In order to switch more of their budgets online, some brand managers are demanding a currency they can compare to offline media.

Although nearly everyone - from online agencies to media owners - can see the benefits of a standard measurement system, few are convinced such a system should compare to the established systems used by traditional media. In fact, many in the industry argue that using the same methodology as offline media would actually damage online's argument.

Opponents also argue that as offline measurement systems are already out of date, there's little point in developing an online system that uses the same criteria.

As always, money is one of the key barriers to change. The cost of developing a universal tool is estimated at around £5 million. While the IPA argues that this is a drop in the ocean compared with the amount of advertising it would generate, some digital media owners that would have to pay for it - companies such as MSN and Yahoo! - don't see the benefits, though AOL, as a member of IPA Touchpoints, supports the idea.

In the US, competition between digital measurement tools is actively encouraged. In the UK, the global players Comscore and Nielsen provide planning tools, but there are discrepancies between elements such as their panel sizes and methodologies.

The IAB joined forces with the IPA 18 months ago to conduct research into bringing these two systems into line with one another. However, this idea has since been abandoned in favour of a new standard. This, to some, seems a waste of resources: if an old-fashioned standard measurement tool is to be developed, Comscore and Nielsen will compete for it.

The issue is currently being debated by the IPA division the Digital Marketing Group to work out the best way forward. The IAB is also understood to be considering its own measurement system, based on different criteria to those used in above-the-line. The debate looks set to run for a while yet.

- Got a view? E-mail us at campaign@haynet.com

DIGITAL MEDIA OWNER - Giles Ivey, interactive marketing director of sales, AOL

"At the moment, 20 per cent of media consumption and time is online, yet we only take 5 per cent of ad revenues.

"What would help bridge that gap in the short term is having the same confidence in online media as offline.

"I suppose people want media comparability and transparency. The language of offline is often about coverage of target audience and frequency and, until we have a common currency, clients that demand that kind of information will struggle to commit the kind of budgets we'd like them to commit to online.

"Online is already accountable if you're counting sales, but it doesn't tell you who's buying."

INDUSTRY BODY - Hamish Pringle, director-general, IPA

"The business case is clear: Bellwether (and other sources) puts the UK expenditure on online media at 4 per cent or £1.7 billion per annum, but the Internet Advertising Bureau claims that online has a 19 per cent share of individual media usage. Bellwether shows that while 25 per cent of companies spend more than 5 per cent of their budget online, 75 per cent spend less than 5 per cent. So, if there was real confidence in the customer data, online ad revenues could easily double or even triple. Even if the research costs £5 million a year, it's a drop in the ocean."

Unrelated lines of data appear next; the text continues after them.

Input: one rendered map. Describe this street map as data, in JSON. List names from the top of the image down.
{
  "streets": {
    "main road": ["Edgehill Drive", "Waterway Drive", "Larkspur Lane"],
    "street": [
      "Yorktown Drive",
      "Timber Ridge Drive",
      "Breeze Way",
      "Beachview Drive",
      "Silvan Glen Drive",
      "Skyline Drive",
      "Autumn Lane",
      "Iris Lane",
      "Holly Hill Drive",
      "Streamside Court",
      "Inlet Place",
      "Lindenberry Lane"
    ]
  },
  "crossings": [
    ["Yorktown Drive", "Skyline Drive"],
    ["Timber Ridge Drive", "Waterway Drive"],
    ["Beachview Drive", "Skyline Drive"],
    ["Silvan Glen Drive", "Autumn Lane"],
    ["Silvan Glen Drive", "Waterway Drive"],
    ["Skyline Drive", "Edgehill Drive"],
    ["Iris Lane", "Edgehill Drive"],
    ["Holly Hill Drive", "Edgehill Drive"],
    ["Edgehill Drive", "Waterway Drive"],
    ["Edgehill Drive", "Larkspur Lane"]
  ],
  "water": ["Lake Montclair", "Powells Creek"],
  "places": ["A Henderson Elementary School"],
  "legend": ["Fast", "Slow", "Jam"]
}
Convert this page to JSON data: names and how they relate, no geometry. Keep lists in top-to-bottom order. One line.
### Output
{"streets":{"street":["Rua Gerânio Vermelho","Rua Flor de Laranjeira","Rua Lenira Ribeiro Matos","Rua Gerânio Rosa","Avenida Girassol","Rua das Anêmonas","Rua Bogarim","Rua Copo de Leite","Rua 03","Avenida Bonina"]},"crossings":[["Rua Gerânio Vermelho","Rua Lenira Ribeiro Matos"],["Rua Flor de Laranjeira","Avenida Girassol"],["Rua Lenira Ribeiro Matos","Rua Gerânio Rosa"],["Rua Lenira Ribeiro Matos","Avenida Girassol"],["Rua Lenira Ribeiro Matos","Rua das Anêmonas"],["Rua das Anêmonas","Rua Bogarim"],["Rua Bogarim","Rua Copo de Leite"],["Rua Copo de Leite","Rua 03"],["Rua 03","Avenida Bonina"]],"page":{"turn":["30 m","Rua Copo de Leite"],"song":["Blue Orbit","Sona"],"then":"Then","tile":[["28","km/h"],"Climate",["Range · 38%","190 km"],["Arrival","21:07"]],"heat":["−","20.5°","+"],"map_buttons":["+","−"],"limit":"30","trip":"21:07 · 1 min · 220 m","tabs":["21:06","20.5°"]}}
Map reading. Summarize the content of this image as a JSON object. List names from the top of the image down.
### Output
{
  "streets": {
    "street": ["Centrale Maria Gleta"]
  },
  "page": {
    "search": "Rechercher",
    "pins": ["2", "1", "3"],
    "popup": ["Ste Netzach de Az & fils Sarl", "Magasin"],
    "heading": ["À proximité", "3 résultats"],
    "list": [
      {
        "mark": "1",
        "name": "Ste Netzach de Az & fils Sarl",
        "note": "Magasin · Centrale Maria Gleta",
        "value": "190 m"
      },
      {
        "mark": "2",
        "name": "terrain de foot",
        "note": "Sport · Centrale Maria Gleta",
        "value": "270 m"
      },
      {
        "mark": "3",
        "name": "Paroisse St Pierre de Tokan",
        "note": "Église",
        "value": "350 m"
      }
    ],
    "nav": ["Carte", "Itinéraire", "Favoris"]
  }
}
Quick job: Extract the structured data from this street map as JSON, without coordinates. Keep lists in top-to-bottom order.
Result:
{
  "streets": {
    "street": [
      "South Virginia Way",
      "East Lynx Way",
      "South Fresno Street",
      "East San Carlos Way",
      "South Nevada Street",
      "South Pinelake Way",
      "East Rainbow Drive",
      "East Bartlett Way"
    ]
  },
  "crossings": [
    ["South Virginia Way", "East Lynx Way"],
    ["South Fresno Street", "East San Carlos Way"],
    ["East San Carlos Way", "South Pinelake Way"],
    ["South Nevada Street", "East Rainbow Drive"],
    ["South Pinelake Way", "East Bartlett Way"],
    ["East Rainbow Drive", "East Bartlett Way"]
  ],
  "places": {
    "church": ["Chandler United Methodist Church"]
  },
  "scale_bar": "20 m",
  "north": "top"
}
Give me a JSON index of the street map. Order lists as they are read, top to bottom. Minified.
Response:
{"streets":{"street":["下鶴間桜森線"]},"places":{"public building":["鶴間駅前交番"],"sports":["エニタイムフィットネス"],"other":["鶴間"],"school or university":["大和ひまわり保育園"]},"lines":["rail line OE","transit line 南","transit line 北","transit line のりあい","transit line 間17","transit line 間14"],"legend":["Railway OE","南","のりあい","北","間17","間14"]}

MEDIA BUYER - Ed Ling, strategy development director, i-level; vice-chairman, Digital Marketing Group

"There is a case, but we need to do more work and then we need to make a compelling business case. The real question is, can we improve what we've already got or do we need to start from scratch?

"Everyone is open to it and can see the value, especially for FMCGs, and to be able to plug it into Touchpoints, but we need the media owners to pay for it. But if they don't want to, are we going to die in a ditch for it? It's right to raise the debate but we're still going through a lot of consultation."

CLIENT - Jamie Galloway, director of digital media, COI

"It is an interesting one, because when you're putting together a media plan, certain clients want something they're familiar with.

"But the requirements of our campaigns are so varied that aligning online to a system comparable to existing panel-based measurement tools might be too simplistic. As TV becomes more digital, there will be a greater ability to track live response and interaction rather than projecting it across a particular panel.

"Increasingly, the requirements for live information that digital provides is a bigger issue for us."